● Brief
Only the last stretch of the records is wanted: restate word for word the line with "M441,275V340L425,279Z" and every line after it.

++++++

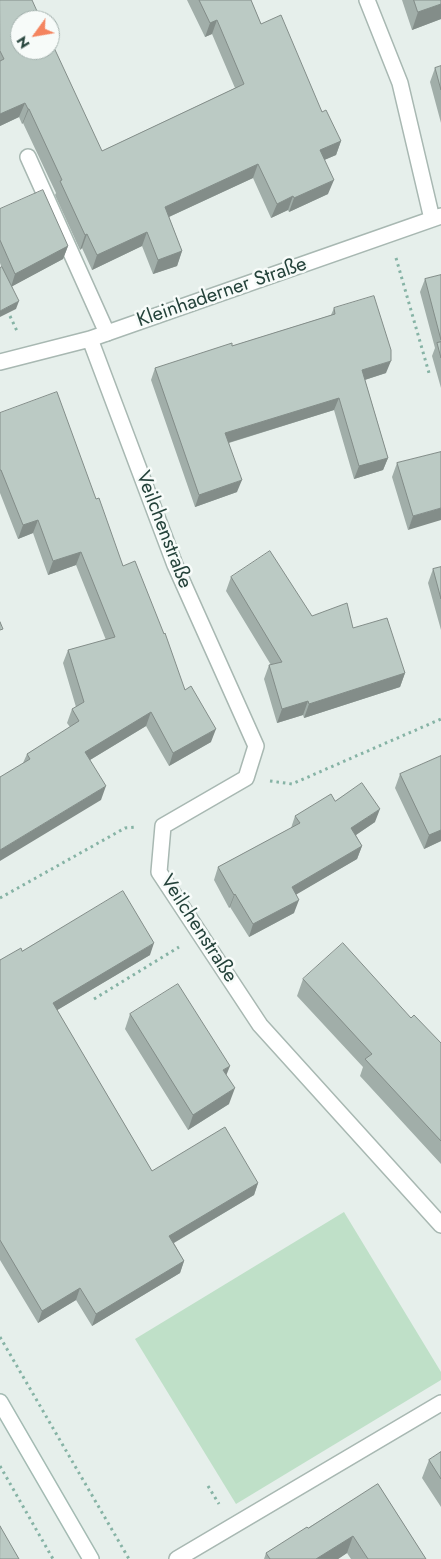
<!DOCTYPE html>
<meta charset="utf-8">
<style>
body{margin:0}
#map{position:relative;width:441px;height:1559px;overflow:hidden;background:#e6efeb;font-family:Jost,sans-serif}
canvas{display:block}
.north{position:absolute;left:10px;top:10px;width:50px;height:50px;box-sizing:border-box;background:#f7fbf9;border:1px solid #a3b1ad;border-radius:50%;rotate:238deg;font-size:14px;font-weight:700;line-height:20px;text-align:center;color:#24423a}
.north::after{content:'';display:block;margin:auto;width:18px;height:22px;background:#f4845f;clip-path:polygon(50% 0,100% 100%,50% 72%,0 100%)}
</style>
<div id="map">
<canvas width="441" height="1559"></canvas>
<div class="north">N</div>
</div>
<script>
const context = document.querySelector('canvas').getContext('2d');
context.lineJoin = 'round';
function fillPath(path, color) { context.fillStyle = color; context.fill(path, 'evenodd'); }
function trace(path, color, width, dash) { context.strokeStyle = color; context.lineWidth = width; context.lineCap = dash ? 'butt' : 'round'; context.setLineDash(dash || []); context.stroke(path); }
function label(font, color, halo, rows, align = 'center') {
  context.font = font + ' Jost,sans-serif'; context.lineWidth = 5; context.setLineDash([]); context.textBaseline = 'middle'; context.strokeStyle = halo; context.fillStyle = color; for (const [text, x, y, turn = 0] of rows) {
    context.save(); context.translate(x, y); context.rotate((+turn || 0) * Math.PI / 180); context.textAlign = isNaN(turn) ? turn : align; if (halo) context.strokeText(text, 0, 0); context.fillText(text, 0, 0); context.restore();
  }
}
fillPath(new Path2D(`
 M344,1212L441,1372V1380L236,1504L135,1339Z`), '#bfe0c8');
const lane = new Path2D(`
 M28,157L107,333
 M177,1559L441,1403`);
const street = new Path2D(`
 M367,0L400,83L432,219
 M90,339L175,565L256,746L246,778L163,826L159,872L260,1025L441,1225
 M0,362L90,339L441,216`);
const secondary = new Path2D(`
 M0,1402L91,1559`);
trace(lane, '#a8b8b2', 18);
trace(street, '#a8b8b2', 18);
trace(secondary, '#a4bbb3', 18);
trace(new Path2D(`
 M396,258L429,373
 M10,316L17,331
 M270,781L292,784L441,719
 M0,898L125,828L137,827
 M94,999L179,947
 M0,1337L129,1559
 M0,1466L53,1559
 M208,1486L219,1504`), '#86b3a5', 3, [2.5, 4]);
trace(lane, '#fff', 15);
trace(street, '#fff', 15);
trace(secondary, '#fff', 15);
fillPath(new Path2D(`
 M0,0L102,151L235,88L212,34L205,37L187,0H251L261,24L322,112L341,141L336,155L324,160L328,194L289,212L288,210L271,218L253,178L169,217L182,251L177,266L153,274L142,246L92,270L82,248L80,250L55,195L56,193L23,123L22,124L19,117L0,126Z
 M402,0H441V19L412,30Z
 M441,66V123L430,82L435,68Z
 M0,209L68,246L63,259L12,286L16,309L0,263Z
 M441,275V388L432,356L435,348L420,292L425,279Z
 M334,308L386,373L365,380L388,458L383,470L354,479L334,410L229,443L237,492L195,507L151,380L155,368L232,346L331,315Z
 M0,413L96,499L123,566L211,742L169,766L146,726L90,760L101,800L23,763L27,754L70,727L67,723L72,709L76,707L63,663L68,650L106,640L76,565L48,575L33,533L18,539L0,493Z
 M441,452L408,530L392,477L397,463Z
 M441,567V630L428,583L433,569Z
 M231,577L312,616L353,628L405,673L400,687L304,718L303,715L277,723L264,679L269,665H271L226,591Z
 M441,756V841L424,849L395,788L400,774Z
 M335,801L375,822L356,835L362,846L357,859L296,894L294,913L249,937L230,907L229,908L214,880L218,867L291,828L295,816Z
 M22,951L150,955L57,1010L152,1171L258,1183L254,1195L174,1243L184,1261L180,1273L92,1326L76,1300L38,1323L0,1260V960Z
 M303,979L411,1018L441,1043V1164L360,1076L363,1067L297,996Z
 M130,1014L226,1075L229,1104L188,1130L125,1029Z
 M441,1452V1507L422,1478L429,1460Z
 M378,1484L426,1559H351L347,1553L338,1559H264L266,1553L308,1528Z`), '#a1aea9');
fillPath(new Path2D(`
 M441,4V19L412,30L418,12Z
 M217,20L212,34L205,37L210,23Z
 M25,103L19,117L0,126V114Z
 M28,109H29L23,123L22,124Z
 M341,141L336,155L315,164L320,150Z
 M258,164L253,178L160,221L165,207Z
 M334,180L328,194L289,212L294,198Z
 M293,196L288,210L271,218L277,204Z
 M147,232L142,246L92,270L97,255Z
 M87,234L82,248L80,250L85,235Z
 M68,246L63,259L11,287L15,274Z
 M182,251L177,266L153,274L158,260Z
 M19,301L16,309L0,317V311Z
 M391,361L386,373L358,382L362,370Z
 M339,398L334,410L221,445L225,433Z
 M388,458L383,470L354,479L359,466Z
 M242,480L237,492L195,507L199,495Z
 M441,508V520L408,530L413,516Z
 M38,520L33,533L18,539L23,525Z
 M81,552L76,565L48,575L53,561Z
 M405,673L400,687L304,718L309,704Z
 M308,701L303,715L277,723L282,709Z
 M151,712L146,726L80,766L85,752Z
 M216,729L211,742L169,766L173,753Z
 M106,786L101,800L0,861V850Z
 M380,809L375,822L347,841L351,828Z
 M441,830V841L424,849L429,835Z
 M362,846L357,859L287,900L292,887Z
 M235,894L230,907L229,908L234,895Z
 M299,900L294,913L249,937L253,924Z
 M154,943L150,955L49,1015L53,1003Z
 M230,1066L224,1081L223,1070Z
 M235,1088L229,1104L188,1130L193,1115Z
 M258,1183L254,1195L165,1248L169,1236Z
 M184,1261L180,1273L92,1326L96,1314Z
 M80,1288L76,1300L38,1323L42,1311Z
 M353,1536L347,1553L338,1559H316Z`), '#838d89');
const building = new Path2D(`
 M0,0H32L41,20H20V50H50V39L102,151L244,84L217,20L210,23L199,0H251L261,24L281,15L322,112L326,110L341,141L320,150L334,180L294,198L293,196L277,204L258,164L165,207L182,251L158,260L147,232L97,255L87,234L85,235L60,181L62,180L29,109H28L25,103L0,114V61L4,59L0,51Z
 M414,0H441V4L418,12Z
 M441,66V90L435,68Z
 M43,190L68,246L15,274L0,240V209Z
 M2,267L19,301L0,311V268Z
 M441,275V340L425,279Z
 M374,296L391,350V361L362,370L388,458L359,466L339,398L225,433L242,480L199,495L155,368L232,343V346L335,314L334,308Z
 M441,342V358L437,343Z
 M57,392L96,499L99,498L123,566L135,561L164,634L165,633L185,690L191,686L216,729L173,753L151,712L85,752L106,786L0,850V777L30,759L27,754L79,721L72,709L84,702L68,650L115,637L81,552L53,561L38,520L23,525L1,470H0V413Z
 M441,452V508L413,516L397,463Z
 M270,551L312,616L347,603L353,628L387,618L405,673L309,704L308,701L282,709L269,665L282,662L231,577Z
 M441,567V599L433,569Z
 M0,622L3,629L0,630Z
 M441,756V830L429,835L400,774Z
 M362,783L380,809L351,828L362,846L292,887L299,900L253,924L235,894L234,895L218,867L300,823L295,816L331,794L335,801Z
 M123,891L154,943L53,1003L152,1171L225,1127L258,1183L169,1236L184,1261L96,1314L80,1288L42,1311L0,1240V960L21,948L22,951Z
 M343,943L411,1018L414,1015L441,1043V1141L365,1059L372,1054L303,979Z
 M178,984L230,1066L223,1070L235,1088L193,1115L130,1014Z
 M441,1452V1479L429,1460Z
 M378,1484L426,1559H368L353,1536L316,1559H270L266,1553L307,1527L308,1528Z
 M0,1526L19,1559H0Z`);
fillPath(building, '#bbcac4');
trace(building, '#838d89', 1);
label('20px', '#24423a', '#f7fbf9', [
 ["Kleinhaderner Straße",222,293,-19],
 ["Veilchenstraße",163,530,69],
 ["Veilchenstraße",198,929,57]
]);
</script>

++++++

● Solution to this problem
 M441,275V340L425,279Z
 M374,296L391,350V361L362,370L388,458L359,466L339,398L225,433L242,480L199,495L155,368L232,343V346L335,314L334,308Z
 M441,342V358L437,343Z
 M57,392L96,499L99,498L123,566L135,561L164,634L165,633L185,690L191,686L216,729L173,753L151,712L85,752L106,786L0,850V777L30,759L27,754L79,721L72,709L84,702L68,650L115,637L81,552L53,561L38,520L23,525L1,470H0V413Z
 M441,452V508L413,516L397,463Z
 M270,551L312,616L347,603L353,628L387,618L405,673L309,704L308,701L282,709L269,665L282,662L231,577Z
 M441,567V599L433,569Z
 M0,622L3,629L0,630Z
 M441,756V830L429,835L400,774Z
 M362,783L380,809L351,828L362,846L292,887L299,900L253,924L235,894L234,895L218,867L300,823L295,816L331,794L335,801Z
 M123,891L154,943L53,1003L152,1171L225,1127L258,1183L169,1236L184,1261L96,1314L80,1288L42,1311L0,1240V960L21,948L22,951Z
 M343,943L411,1018L414,1015L441,1043V1141L365,1059L372,1054L303,979Z
 M178,984L230,1066L223,1070L235,1088L193,1115L130,1014Z
 M441,1452V1479L429,1460Z
 M378,1484L426,1559H368L353,1536L316,1559H270L266,1553L307,1527L308,1528Z
 M0,1526L19,1559H0Z`);
fillPath(building, '#bbcac4');
trace(building, '#838d89', 1);
label('20px', '#24423a', '#f7fbf9', [
 ["Kleinhaderner Straße",222,293,-19],
 ["Veilchenstraße",163,530,69],
 ["Veilchenstraße",198,929,57]
]);
</script>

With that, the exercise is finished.